[Collected data entries]
◇ ◇ ◇
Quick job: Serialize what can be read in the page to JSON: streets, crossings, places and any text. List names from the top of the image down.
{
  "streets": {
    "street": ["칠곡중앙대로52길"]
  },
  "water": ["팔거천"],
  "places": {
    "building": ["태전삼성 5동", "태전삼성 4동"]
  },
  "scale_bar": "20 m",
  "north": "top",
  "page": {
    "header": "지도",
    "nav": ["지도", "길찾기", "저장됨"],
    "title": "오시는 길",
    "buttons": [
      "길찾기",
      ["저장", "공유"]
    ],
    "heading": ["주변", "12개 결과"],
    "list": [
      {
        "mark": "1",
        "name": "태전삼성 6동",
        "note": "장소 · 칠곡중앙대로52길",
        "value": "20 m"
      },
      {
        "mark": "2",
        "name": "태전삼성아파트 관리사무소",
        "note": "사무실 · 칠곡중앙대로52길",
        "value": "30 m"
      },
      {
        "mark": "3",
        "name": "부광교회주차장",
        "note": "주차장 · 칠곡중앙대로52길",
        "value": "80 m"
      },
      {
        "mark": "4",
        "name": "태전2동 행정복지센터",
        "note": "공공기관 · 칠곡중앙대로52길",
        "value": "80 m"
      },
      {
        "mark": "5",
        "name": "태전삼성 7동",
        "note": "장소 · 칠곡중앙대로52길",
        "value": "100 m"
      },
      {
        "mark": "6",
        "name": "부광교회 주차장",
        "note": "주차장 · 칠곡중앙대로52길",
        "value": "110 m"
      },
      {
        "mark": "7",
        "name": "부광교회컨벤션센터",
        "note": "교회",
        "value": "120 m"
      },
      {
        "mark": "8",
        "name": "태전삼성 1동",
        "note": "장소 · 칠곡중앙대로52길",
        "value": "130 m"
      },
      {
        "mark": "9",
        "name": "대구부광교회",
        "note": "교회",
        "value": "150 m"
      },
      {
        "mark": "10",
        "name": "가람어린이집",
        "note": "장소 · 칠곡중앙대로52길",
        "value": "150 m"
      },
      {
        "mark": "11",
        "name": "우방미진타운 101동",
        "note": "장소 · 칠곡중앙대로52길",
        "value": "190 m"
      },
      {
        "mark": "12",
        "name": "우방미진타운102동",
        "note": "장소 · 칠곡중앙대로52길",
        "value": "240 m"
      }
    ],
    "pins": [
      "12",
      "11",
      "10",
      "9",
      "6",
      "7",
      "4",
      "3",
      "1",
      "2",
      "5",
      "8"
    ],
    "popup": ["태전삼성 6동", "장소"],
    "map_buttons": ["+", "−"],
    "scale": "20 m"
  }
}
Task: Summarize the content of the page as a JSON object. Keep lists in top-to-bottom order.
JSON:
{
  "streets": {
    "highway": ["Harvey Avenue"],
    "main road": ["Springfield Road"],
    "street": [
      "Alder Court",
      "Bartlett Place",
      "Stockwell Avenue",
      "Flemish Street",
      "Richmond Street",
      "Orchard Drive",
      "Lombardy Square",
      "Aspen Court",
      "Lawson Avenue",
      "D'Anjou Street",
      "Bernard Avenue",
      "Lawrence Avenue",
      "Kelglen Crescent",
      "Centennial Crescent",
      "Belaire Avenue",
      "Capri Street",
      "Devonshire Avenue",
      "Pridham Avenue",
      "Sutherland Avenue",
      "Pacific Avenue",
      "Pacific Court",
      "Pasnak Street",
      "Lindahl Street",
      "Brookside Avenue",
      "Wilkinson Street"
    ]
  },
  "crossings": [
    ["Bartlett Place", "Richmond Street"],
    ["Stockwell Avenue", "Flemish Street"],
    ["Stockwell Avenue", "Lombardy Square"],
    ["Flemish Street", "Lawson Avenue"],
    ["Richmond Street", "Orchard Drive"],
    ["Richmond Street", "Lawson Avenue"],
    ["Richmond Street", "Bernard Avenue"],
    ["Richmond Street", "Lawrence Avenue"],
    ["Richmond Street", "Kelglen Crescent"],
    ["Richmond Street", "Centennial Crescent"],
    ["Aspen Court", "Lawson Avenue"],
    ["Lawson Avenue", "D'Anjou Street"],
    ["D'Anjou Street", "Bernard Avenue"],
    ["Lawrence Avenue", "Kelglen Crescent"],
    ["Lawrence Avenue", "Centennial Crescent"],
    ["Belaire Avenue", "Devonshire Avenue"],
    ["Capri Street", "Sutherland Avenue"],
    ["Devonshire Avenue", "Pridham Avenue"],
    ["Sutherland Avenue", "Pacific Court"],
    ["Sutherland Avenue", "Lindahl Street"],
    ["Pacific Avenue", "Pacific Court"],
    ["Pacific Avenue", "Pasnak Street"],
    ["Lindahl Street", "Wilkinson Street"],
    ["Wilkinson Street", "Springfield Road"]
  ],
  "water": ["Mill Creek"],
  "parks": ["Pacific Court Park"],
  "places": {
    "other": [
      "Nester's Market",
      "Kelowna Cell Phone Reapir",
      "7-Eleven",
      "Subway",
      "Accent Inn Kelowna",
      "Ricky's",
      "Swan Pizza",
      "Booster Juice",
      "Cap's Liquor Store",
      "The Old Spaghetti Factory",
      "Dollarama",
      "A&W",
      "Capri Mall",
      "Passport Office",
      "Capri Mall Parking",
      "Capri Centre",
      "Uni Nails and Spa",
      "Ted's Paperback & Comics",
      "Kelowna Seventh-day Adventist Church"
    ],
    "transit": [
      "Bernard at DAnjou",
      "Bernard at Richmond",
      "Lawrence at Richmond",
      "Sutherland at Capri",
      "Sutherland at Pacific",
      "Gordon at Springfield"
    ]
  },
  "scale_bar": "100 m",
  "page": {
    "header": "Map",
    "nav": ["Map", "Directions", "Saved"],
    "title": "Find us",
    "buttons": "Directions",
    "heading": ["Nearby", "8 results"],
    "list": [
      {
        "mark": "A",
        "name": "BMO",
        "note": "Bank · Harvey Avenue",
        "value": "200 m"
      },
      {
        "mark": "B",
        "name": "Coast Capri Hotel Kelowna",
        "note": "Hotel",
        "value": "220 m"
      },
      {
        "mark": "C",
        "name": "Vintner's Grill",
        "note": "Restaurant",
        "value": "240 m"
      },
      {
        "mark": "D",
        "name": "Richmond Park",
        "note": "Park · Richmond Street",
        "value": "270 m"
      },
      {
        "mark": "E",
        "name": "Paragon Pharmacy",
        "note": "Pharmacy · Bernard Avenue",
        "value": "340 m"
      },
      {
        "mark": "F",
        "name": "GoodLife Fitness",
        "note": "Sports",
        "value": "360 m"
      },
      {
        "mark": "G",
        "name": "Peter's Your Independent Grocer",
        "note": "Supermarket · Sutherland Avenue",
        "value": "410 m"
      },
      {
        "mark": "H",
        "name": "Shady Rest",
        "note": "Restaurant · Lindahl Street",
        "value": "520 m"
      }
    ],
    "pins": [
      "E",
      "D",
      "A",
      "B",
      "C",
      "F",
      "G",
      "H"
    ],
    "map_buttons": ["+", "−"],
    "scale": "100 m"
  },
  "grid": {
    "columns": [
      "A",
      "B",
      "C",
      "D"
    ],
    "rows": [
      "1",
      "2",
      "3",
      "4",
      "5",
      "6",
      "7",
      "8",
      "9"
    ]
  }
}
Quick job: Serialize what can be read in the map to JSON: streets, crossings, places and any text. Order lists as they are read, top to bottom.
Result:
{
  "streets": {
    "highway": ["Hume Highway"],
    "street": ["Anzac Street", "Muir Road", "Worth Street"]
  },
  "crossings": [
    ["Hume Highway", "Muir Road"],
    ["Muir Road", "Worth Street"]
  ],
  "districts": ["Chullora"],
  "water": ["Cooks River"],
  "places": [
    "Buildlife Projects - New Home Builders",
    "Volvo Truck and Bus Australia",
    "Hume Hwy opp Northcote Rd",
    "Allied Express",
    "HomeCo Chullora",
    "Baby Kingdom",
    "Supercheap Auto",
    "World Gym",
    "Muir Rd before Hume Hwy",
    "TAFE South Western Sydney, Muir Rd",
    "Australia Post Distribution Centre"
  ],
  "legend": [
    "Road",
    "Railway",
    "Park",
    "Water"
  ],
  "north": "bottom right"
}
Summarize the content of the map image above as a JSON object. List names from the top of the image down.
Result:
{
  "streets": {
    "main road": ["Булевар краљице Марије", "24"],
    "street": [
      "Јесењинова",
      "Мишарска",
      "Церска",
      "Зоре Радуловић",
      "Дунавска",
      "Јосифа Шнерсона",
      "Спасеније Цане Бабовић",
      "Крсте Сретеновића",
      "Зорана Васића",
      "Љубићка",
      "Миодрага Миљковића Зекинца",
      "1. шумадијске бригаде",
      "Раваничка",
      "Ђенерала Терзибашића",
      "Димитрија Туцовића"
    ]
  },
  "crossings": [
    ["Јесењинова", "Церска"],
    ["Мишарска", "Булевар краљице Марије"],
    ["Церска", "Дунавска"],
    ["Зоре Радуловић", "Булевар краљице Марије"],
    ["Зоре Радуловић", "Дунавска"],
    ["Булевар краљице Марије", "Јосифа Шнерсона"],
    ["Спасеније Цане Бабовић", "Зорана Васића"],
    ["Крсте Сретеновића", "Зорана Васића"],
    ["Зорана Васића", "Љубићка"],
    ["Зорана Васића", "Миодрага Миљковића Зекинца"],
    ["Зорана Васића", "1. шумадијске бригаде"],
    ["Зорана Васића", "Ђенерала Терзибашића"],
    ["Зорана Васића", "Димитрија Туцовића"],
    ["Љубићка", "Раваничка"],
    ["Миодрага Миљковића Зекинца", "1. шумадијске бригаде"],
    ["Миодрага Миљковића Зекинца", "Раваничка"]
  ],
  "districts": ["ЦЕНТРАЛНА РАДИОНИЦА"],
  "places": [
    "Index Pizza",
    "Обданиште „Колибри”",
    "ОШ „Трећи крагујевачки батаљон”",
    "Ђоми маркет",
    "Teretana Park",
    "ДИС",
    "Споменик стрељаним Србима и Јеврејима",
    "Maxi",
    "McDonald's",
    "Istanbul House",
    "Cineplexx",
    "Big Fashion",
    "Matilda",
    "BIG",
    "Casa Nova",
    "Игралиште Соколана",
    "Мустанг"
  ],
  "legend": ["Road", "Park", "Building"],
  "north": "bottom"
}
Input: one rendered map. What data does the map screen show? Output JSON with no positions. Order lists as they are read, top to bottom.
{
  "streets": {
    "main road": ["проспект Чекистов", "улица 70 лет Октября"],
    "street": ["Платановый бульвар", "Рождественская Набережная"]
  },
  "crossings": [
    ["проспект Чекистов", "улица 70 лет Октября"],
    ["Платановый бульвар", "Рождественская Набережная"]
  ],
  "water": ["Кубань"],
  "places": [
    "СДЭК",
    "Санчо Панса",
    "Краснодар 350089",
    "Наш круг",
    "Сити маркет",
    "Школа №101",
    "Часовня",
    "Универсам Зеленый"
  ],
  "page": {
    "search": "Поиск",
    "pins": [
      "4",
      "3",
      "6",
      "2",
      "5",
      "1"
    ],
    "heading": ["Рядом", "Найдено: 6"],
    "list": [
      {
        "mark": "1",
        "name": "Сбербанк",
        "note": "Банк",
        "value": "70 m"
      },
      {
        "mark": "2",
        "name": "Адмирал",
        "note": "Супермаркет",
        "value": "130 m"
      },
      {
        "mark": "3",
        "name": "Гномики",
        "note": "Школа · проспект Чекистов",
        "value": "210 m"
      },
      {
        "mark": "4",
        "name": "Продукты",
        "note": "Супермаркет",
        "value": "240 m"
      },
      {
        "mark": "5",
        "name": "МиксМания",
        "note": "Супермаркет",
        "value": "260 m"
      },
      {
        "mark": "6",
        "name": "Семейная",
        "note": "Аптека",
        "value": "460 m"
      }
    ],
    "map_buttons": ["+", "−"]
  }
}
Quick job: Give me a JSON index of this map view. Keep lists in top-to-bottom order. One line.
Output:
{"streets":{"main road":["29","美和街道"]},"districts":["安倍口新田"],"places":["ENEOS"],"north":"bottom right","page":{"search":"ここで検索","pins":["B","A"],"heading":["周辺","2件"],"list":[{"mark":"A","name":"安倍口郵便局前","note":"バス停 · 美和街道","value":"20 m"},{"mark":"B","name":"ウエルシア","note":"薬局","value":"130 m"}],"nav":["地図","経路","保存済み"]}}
◇ ◇ ◇
WHAT YOU ARE ASKED TO DO
Copy every line from the records above that contains the word "Зорана".

REPLY
      "Зорана Васића",
    ["Спасеније Цане Бабовић", "Зорана Васића"],
    ["Крсте Сретеновића", "Зорана Васића"],
    ["Зорана Васића", "Љубићка"],
    ["Зорана Васића", "Миодрага Миљковића Зекинца"],
    ["Зорана Васића", "1. шумадијске бригаде"],
    ["Зорана Васића", "Ђенерала Терзибашића"],
    ["Зорана Васића", "Димитрија Туцовића"],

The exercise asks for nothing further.